You are viewing a plain text version of this content. The canonical link for it is here.
Posted to general@lucene.apache.org by janis <ja...@yahoo.com> on 2009/01/02 06:56:41 UTC

Need help on a Lucene problem

Hi there,
 
Am working on web based Job search application using Lucene.User on my site
can search for jobs which are  within a radius of 100 miles from say
"Boston,MA" or any other location.
Also, I need to show the search results sorted by "relevance"(ie.
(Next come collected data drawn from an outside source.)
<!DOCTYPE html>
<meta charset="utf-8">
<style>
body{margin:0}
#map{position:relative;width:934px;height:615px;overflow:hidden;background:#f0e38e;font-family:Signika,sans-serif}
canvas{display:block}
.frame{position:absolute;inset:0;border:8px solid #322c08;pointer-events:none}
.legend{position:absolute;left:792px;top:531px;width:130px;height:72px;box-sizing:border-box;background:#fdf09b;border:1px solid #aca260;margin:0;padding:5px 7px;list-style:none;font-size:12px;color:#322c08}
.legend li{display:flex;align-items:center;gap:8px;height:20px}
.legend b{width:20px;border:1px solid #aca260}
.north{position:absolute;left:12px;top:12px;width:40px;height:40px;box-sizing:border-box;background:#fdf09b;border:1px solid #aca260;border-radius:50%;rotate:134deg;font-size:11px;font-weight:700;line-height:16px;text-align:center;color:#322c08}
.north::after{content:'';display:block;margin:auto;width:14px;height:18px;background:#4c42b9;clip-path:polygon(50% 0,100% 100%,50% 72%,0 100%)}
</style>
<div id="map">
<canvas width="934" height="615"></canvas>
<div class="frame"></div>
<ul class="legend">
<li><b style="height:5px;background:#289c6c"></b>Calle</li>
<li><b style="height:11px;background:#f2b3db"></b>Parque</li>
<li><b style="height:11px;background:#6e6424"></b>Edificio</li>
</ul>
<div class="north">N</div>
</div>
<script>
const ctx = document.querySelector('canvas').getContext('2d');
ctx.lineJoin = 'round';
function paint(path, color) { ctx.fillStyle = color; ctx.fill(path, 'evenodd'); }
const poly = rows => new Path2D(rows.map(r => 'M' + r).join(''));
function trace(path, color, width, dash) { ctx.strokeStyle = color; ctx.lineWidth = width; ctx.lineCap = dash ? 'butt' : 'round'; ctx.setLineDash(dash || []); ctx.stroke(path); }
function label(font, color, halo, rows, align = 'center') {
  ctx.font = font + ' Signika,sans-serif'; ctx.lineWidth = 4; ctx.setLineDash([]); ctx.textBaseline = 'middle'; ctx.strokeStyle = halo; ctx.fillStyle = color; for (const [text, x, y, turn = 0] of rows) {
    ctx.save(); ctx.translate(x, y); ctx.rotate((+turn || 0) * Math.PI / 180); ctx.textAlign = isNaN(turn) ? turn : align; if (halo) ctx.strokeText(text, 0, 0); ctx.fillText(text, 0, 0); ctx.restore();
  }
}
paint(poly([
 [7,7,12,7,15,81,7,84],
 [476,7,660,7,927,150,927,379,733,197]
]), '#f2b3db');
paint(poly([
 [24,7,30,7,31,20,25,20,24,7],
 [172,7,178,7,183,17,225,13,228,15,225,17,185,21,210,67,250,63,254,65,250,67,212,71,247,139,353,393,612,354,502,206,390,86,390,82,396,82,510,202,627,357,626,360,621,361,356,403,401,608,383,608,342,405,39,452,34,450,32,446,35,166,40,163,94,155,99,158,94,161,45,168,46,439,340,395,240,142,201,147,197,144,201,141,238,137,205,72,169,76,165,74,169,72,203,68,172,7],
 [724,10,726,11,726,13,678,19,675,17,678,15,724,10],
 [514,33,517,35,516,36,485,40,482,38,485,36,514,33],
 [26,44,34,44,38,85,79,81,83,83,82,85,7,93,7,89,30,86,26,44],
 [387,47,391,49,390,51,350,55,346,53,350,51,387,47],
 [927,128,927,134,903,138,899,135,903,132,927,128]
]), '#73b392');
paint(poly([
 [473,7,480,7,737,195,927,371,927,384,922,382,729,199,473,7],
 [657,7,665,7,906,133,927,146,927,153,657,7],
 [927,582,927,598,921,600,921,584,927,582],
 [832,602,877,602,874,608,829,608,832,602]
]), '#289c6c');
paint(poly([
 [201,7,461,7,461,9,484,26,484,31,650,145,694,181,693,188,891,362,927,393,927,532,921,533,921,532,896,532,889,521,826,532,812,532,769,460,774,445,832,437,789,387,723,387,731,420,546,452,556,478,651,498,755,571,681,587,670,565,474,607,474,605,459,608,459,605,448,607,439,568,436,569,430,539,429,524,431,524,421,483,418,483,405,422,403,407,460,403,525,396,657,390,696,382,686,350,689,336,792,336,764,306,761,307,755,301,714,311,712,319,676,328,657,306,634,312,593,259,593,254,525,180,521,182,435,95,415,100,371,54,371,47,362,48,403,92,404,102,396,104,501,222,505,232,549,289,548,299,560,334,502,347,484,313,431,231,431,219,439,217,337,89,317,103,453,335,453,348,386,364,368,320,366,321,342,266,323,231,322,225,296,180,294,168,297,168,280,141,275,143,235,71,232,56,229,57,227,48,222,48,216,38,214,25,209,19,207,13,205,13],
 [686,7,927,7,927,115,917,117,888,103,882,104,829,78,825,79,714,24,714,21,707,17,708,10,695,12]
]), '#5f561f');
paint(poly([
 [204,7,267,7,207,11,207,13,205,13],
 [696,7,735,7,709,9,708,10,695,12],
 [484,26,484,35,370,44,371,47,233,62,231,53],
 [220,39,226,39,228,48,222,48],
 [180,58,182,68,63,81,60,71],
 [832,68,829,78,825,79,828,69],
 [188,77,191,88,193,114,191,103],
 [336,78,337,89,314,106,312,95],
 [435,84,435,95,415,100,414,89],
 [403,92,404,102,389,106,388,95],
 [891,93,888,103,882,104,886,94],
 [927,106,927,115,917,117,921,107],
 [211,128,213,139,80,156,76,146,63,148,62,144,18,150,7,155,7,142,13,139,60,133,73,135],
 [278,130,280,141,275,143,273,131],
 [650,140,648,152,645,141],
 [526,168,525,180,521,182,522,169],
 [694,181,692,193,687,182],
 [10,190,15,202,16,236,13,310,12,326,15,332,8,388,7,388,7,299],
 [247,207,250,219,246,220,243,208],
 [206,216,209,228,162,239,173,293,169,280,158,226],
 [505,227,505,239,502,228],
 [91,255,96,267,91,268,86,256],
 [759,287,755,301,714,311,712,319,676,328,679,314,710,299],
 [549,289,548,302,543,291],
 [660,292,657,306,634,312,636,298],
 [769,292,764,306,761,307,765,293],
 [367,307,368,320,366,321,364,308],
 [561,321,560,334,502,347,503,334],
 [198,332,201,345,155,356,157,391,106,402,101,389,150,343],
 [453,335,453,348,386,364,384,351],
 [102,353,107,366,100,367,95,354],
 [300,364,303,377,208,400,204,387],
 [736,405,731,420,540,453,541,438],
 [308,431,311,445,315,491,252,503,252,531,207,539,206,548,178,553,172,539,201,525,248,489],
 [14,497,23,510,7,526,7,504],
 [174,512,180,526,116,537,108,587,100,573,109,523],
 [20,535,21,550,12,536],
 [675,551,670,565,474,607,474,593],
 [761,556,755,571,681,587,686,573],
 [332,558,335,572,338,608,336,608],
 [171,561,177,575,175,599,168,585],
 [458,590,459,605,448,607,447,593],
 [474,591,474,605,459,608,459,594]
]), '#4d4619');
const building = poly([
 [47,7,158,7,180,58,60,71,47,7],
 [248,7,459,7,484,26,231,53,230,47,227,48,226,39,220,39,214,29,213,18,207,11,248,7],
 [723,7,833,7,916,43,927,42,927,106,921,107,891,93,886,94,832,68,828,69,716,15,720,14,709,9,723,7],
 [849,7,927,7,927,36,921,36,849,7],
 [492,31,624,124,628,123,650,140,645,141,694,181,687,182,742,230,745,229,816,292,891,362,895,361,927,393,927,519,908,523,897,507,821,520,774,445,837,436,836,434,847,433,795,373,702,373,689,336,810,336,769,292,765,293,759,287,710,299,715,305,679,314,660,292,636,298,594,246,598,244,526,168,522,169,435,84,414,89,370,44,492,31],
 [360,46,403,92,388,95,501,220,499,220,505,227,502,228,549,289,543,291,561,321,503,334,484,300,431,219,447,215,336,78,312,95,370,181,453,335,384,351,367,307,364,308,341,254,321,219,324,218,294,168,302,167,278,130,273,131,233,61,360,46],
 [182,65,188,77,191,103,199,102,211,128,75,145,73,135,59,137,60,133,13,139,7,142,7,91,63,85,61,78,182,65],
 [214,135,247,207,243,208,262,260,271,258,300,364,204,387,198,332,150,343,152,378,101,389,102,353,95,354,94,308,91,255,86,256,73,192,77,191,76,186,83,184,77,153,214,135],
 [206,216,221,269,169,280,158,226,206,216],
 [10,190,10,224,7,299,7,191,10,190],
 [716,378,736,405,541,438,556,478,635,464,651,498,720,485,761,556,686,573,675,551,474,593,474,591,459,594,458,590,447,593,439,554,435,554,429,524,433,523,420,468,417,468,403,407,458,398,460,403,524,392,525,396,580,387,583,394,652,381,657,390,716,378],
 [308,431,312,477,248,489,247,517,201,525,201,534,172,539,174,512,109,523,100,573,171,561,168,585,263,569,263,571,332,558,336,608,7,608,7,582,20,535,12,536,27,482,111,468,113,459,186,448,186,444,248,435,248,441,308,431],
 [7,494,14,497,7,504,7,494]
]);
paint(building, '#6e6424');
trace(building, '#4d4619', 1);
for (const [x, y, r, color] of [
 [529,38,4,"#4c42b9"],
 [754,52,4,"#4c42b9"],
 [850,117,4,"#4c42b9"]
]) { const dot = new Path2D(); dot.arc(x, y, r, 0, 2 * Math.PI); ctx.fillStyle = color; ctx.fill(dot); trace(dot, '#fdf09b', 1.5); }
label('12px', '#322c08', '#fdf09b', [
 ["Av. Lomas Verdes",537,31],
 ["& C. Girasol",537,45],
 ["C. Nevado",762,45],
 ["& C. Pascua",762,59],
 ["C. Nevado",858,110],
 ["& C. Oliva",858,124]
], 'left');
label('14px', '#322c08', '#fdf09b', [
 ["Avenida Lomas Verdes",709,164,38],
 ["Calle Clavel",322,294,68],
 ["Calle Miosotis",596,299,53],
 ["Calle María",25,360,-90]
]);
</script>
Score
returned by lucene) in descending order.

I'm using  a 3rd party API to fetch all the cities within given radius of a
city.This API returns me around 864 cities within 100 miles radius of
"Boston,MA".

I'm building the city/state Lucene query using the following logic which is
part of my "BuildNearestCitiesQuery" method.
Here nearestCities is a hashtable returned by the above API.It contains 864
cities with CityName ass key and StateCode as value. 
And finalQuery is a Lucene BooleanQuery object which contains other search
criteria entered by the user like:skills,keywords,etc.

/*code*/            
foreach (string city in nearestCities.Keys)

{

    BooleanQuery tempFinalQuery = finalQuery;

    cityStateQuery = new BooleanQuery();    

    queryCity = queryParserCity.Parse(city);

    queryState = queryParserState.Parse(((string[])nearestCities[city])[1]);

    cityStateQuery.Add(queryCity, BooleanClause.Occur.MUST); //must is like
an AND

    cityStateQuery.Add(queryState, BooleanClause.Occur.MUST);

} 


nearestCityQuery.Add(cityStateQuery, BooleanClause.Occur.SHOULD); //should
is like an OR

 

finalQuery.Add(nearestCityQuery, BooleanClause.Occur.MUST);

 

/*code*/

 


I then input finalQuery object to Lucene's Search method to get all the jobs
within 100 miles radius.:

searcher.Search(finalQuery, collector);

 

I found out this BuildNearestCitiesQuery method takes a whopping 29 seconds
on an average to execute which obviously is unacceptable by any standards of
a website.I also found out that the statements involving "Parse" take a
considerable amount of time to execute as compared to other statements.
 
A job for a given location is a dynamic attribute in the sense that a city
could have 2 jobs(meeting a particular search criteria) today,but zero job
for the same search criteria after 3 days.So,I cannot use any "Caching" over
here.

Is there any way I can optimize this logic?or for that matter my whole
approach/algorithm towards finding all jobs within 100 miles using Lucene?
 

FYI,here is how my indexing in Lucene looks like:

 

doc.Add(new Field("jobId", job.JobID.ToString().Trim(), Field.Store.YES,
Field.Index.UN_TOKENIZED));

doc.Add(new Field("title", job.JobTitle.Trim(), Field.Store.YES,
Field.Index.TOKENIZED));

doc.Add(new Field("description", job.JobDescription.Trim(), Field.Store.NO,
Field.Index.TOKENIZED));

doc.Add(new Field("city", job.City.Trim(), Field.Store.YES,
Field.Index.TOKENIZED , Field.TermVector.YES));

doc.Add(new Field("state", job.StateCode.Trim(), Field.Store.YES,
Field.Index.TOKENIZED, Field.TermVector.YES));

doc.Add(new Field("citystate", job.City.Trim() + ", " +
job.StateCode.Trim(), Field.Store.YES, Field.Index.UN_TOKENIZED ,
Field.TermVector.YES));

doc.Add(new Field("datePosted", jobPostedDateTime, Field.Store.YES,
Field.Index.UN_TOKENIZED));

doc.Add(new Field("company", job.HiringCoName.Trim(), Field.Store.YES,
Field.Index.TOKENIZED));

doc.Add(new Field("jobType", job.JobTypeID.ToString(), Field.Store.NO,
Field.Index.UN_TOKENIZED,Field.TermVector.YES));

doc.Add(new Field("sector", job.SectorID.ToString(), Field.Store.NO,
Field.Index.UN_TOKENIZED, Field.TermVector.YES));

doc.Add(new Field("showAllJobs", "yy", Field.Store.NO,
Field.Index.UN_TOKENIZED));


Thanks a ton for reading!I would really appreciate your help on this.
 
 
Janis
-- 
View this message in context: http://www.nabble.com/Need-help-on-a-Lucene-problem-tp21248342p21248342.html
Sent from the Lucene - General mailing list archive at Nabble.com.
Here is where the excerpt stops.